Required action:
Your answer must consist of exactly the lines below, starting with the line with "M974,210l25,20 -33,42 -26,-20z" and going on through the line with "M94,0l35,142", and nothing else.

··· Material to process

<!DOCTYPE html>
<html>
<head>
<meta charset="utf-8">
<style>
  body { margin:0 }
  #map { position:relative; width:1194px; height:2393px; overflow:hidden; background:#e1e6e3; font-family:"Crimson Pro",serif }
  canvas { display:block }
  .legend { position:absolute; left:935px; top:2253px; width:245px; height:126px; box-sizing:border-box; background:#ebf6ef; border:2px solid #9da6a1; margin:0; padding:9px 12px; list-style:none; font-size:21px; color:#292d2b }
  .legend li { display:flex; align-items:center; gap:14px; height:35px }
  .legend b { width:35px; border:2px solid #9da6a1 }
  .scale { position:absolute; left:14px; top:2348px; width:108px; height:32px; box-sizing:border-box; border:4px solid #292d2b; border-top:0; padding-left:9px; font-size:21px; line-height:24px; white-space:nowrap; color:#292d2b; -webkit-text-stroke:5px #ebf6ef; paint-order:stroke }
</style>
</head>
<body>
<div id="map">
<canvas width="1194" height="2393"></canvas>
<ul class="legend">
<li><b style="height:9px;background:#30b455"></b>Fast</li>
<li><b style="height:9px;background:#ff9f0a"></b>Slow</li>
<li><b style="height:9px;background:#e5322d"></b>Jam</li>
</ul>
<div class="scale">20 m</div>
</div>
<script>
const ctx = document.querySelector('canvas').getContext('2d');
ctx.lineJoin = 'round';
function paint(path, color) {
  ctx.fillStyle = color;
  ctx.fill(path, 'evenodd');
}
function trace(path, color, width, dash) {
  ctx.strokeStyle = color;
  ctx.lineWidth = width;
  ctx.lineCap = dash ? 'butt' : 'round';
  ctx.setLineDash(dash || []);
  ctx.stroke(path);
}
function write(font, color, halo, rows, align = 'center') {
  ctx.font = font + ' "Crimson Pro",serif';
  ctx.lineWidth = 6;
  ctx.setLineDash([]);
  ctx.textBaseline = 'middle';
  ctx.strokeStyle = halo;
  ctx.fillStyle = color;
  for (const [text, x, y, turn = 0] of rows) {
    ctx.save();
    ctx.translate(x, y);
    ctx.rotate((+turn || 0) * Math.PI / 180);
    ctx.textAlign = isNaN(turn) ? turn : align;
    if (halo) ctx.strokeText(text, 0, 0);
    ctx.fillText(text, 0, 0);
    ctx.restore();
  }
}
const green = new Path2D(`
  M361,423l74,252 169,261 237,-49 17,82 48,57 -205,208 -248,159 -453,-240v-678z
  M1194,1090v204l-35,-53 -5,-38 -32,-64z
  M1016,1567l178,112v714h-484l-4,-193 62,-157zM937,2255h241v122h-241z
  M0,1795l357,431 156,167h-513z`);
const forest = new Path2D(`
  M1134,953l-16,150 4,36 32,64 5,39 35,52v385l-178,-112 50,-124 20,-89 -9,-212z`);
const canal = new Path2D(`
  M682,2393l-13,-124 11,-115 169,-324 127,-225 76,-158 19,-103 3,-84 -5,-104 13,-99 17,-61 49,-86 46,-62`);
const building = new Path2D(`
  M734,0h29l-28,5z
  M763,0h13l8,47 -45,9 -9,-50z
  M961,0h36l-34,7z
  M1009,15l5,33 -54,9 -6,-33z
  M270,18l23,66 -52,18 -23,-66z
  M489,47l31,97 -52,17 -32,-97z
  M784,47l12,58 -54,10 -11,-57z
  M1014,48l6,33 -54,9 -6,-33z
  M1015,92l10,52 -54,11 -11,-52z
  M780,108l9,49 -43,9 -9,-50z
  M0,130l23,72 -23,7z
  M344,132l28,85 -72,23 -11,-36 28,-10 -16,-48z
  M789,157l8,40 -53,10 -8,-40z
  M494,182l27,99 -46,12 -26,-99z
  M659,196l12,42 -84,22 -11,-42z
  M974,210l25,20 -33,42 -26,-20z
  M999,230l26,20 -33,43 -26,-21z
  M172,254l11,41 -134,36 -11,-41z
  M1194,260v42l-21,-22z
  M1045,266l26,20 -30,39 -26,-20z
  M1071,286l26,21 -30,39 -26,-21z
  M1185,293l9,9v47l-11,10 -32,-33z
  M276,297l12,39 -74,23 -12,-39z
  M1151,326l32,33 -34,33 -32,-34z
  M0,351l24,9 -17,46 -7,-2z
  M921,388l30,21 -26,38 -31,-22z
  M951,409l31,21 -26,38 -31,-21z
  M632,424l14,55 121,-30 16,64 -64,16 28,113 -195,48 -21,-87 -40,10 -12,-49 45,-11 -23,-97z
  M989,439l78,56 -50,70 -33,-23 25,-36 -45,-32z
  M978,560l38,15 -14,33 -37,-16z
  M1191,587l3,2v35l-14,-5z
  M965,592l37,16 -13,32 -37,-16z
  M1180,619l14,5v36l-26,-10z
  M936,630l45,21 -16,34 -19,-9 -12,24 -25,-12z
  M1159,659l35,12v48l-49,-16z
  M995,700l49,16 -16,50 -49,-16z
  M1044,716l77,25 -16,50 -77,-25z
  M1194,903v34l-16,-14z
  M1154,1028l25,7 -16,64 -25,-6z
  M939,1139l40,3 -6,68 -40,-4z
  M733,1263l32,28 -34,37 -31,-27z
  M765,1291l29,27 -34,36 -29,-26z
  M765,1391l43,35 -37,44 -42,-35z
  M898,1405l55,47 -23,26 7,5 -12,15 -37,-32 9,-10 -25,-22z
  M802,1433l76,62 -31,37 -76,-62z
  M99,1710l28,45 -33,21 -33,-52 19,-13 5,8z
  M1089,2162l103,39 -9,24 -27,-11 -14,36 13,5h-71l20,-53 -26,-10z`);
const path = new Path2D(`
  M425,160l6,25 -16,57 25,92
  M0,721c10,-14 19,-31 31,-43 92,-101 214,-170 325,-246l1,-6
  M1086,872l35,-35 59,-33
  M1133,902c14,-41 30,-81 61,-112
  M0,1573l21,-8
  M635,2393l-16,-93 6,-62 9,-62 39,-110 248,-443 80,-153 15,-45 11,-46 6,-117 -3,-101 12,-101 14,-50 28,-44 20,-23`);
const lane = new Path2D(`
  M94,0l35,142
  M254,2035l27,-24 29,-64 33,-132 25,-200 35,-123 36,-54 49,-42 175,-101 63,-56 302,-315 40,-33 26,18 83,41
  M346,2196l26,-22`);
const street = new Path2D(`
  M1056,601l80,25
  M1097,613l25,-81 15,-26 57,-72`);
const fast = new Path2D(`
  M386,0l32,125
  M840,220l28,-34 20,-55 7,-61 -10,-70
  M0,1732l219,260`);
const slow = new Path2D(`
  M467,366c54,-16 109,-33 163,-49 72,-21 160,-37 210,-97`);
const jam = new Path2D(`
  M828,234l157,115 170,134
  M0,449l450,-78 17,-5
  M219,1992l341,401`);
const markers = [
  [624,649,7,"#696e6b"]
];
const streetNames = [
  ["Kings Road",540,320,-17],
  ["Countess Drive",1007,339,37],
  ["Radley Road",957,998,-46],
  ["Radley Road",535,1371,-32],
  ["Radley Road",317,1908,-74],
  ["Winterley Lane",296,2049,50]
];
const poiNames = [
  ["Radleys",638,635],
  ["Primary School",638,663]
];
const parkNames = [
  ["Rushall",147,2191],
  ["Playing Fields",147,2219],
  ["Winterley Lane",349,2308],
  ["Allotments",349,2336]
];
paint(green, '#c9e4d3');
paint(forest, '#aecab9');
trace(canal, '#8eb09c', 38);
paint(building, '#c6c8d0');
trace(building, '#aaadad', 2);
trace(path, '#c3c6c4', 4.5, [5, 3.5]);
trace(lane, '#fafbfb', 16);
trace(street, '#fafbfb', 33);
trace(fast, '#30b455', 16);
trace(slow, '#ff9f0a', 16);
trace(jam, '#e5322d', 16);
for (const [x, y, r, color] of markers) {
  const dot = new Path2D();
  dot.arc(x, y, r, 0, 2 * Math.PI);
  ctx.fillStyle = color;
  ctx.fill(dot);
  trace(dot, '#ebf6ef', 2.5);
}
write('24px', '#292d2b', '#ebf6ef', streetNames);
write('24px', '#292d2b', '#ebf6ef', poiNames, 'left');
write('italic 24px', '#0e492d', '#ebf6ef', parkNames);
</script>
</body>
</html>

······

Solution for this task:
  M974,210l25,20 -33,42 -26,-20z
  M999,230l26,20 -33,43 -26,-21z
  M172,254l11,41 -134,36 -11,-41z
  M1194,260v42l-21,-22z
  M1045,266l26,20 -30,39 -26,-20z
  M1071,286l26,21 -30,39 -26,-21z
  M1185,293l9,9v47l-11,10 -32,-33z
  M276,297l12,39 -74,23 -12,-39z
  M1151,326l32,33 -34,33 -32,-34z
  M0,351l24,9 -17,46 -7,-2z
  M921,388l30,21 -26,38 -31,-22z
  M951,409l31,21 -26,38 -31,-21z
  M632,424l14,55 121,-30 16,64 -64,16 28,113 -195,48 -21,-87 -40,10 -12,-49 45,-11 -23,-97z
  M989,439l78,56 -50,70 -33,-23 25,-36 -45,-32z
  M978,560l38,15 -14,33 -37,-16z
  M1191,587l3,2v35l-14,-5z
  M965,592l37,16 -13,32 -37,-16z
  M1180,619l14,5v36l-26,-10z
  M936,630l45,21 -16,34 -19,-9 -12,24 -25,-12z
  M1159,659l35,12v48l-49,-16z
  M995,700l49,16 -16,50 -49,-16z
  M1044,716l77,25 -16,50 -77,-25z
  M1194,903v34l-16,-14z
  M1154,1028l25,7 -16,64 -25,-6z
  M939,1139l40,3 -6,68 -40,-4z
  M733,1263l32,28 -34,37 -31,-27z
  M765,1291l29,27 -34,36 -29,-26z
  M765,1391l43,35 -37,44 -42,-35z
  M898,1405l55,47 -23,26 7,5 -12,15 -37,-32 9,-10 -25,-22z
  M802,1433l76,62 -31,37 -76,-62z
  M99,1710l28,45 -33,21 -33,-52 19,-13 5,8z
  M1089,2162l103,39 -9,24 -27,-11 -14,36 13,5h-71l20,-53 -26,-10z`);
const path = new Path2D(`
  M425,160l6,25 -16,57 25,92
  M0,721c10,-14 19,-31 31,-43 92,-101 214,-170 325,-246l1,-6
  M1086,872l35,-35 59,-33
  M1133,902c14,-41 30,-81 61,-112
  M0,1573l21,-8
  M635,2393l-16,-93 6,-62 9,-62 39,-110 248,-443 80,-153 15,-45 11,-46 6,-117 -3,-101 12,-101 14,-50 28,-44 20,-23`);
const lane = new Path2D(`
  M94,0l35,142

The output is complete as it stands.